Rather than using a traditional runway, the brand prefers to use performance to show each collection. A video for Spring-Summer 2021 was choreographed by Nastya Livadnova and pre-recorded in Moscow, complimented by a soundtrack by Ewa Poniatowska. It involves models and a newly-repaired industrial robotic arm mimicking each other’s actions. The result is unexpectedly intimate, suggesting the strange ways in which a year of isolation has pushed us to access life’s pleasures through technology, rather than in the physical world.

**For your first performance in June 2019 for Spring-Summer 2020, what the models simulated reflected the design of the clothes—pieces looked permanently changed from the hours of sitting around these performers had to do. How is the movement of the body which informs your design translated into the choreography for this video?

Mainline:RUS/Fr.CA/DE, Spring-Summer 2021 (2021). Video still. Courtesy the artists.

Alex Vincent: I don’t think it really is. The whole idea with the robot was that performers would have this relationship with an object. The robot can follow the person’s movement, but then the person can also follow its movement. I think the whole story is about this relationship, how they feel with each other. Even though it’s an object you can still get something emotional from it.

Zarina Bekerova: We started thinking about how everybody was obsessed with those videos, which show that if you touch something and then if you touch a cup afterwards, using a light you can see stains made by the bacteria that was on your hand. We thought, okay, let’s see this from a different perspective. Maybe we’ll get a really nice performance from thinking about this interaction. Then it’s less about what the clothes are but these people are connecting them with another texture, which can make an imprint on them.

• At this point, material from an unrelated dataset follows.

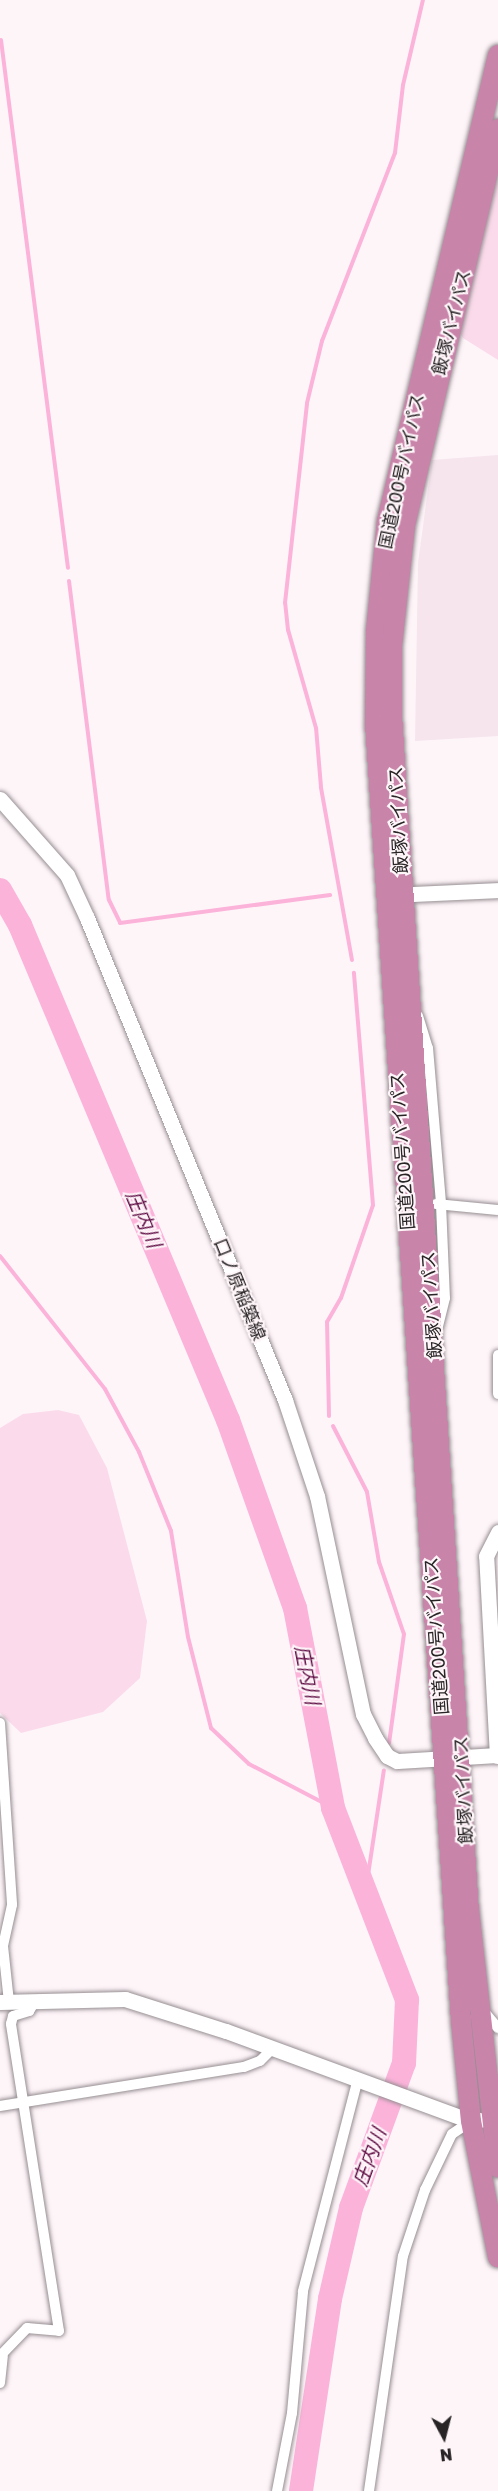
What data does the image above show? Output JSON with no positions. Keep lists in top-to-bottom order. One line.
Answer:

**The standard fashion show is said to mimic daily life—a model walking down a makeshift street surrounded by curious onlookers. This video, which is in place of doing a typical show, feels suggestive of a life lived right now. Having performers interact with technology seems fitting for a time in which human intimacy is predominantly carried out online. Does this analysis sit well with you?

Mainline:RUS/Fr.CA/DE, Spring-Summer 2021 (2021). Video still. Courtesy the artists.

ZB: It’s a robot so obviously the first thing you think of is that it’s very technological, very literal. So yeah, I think we can definitely connect it to something like this. But we also wanted to make it feel very sensual, to give it lots of texture: the fabrics, using sand and rocks and people actually touching the robot. So there was no technological-specific or COVID-specific concept. It’s more about touching something, feeling something—like ASMR. 

Felix Karl: Yeah, since COVID, there’ve been so many relationships which are just over the phone. There has been so much digital sensuality, also so much sex. 

AV: But it’s more sensual than intellectual. 

**The robot in the video reminds me of the robotic arms used in Alexander McQueen’s Spring-Summer 1999 runway show. This has been historicised as a comment on the industrialisation of clothing production. I’m curious to know whether you feel that this work sits in with this narrative?

Mainline:RUS/Fr.CA/DE, Spring-Summer 2021 (2021). Video still. Courtesy the artists.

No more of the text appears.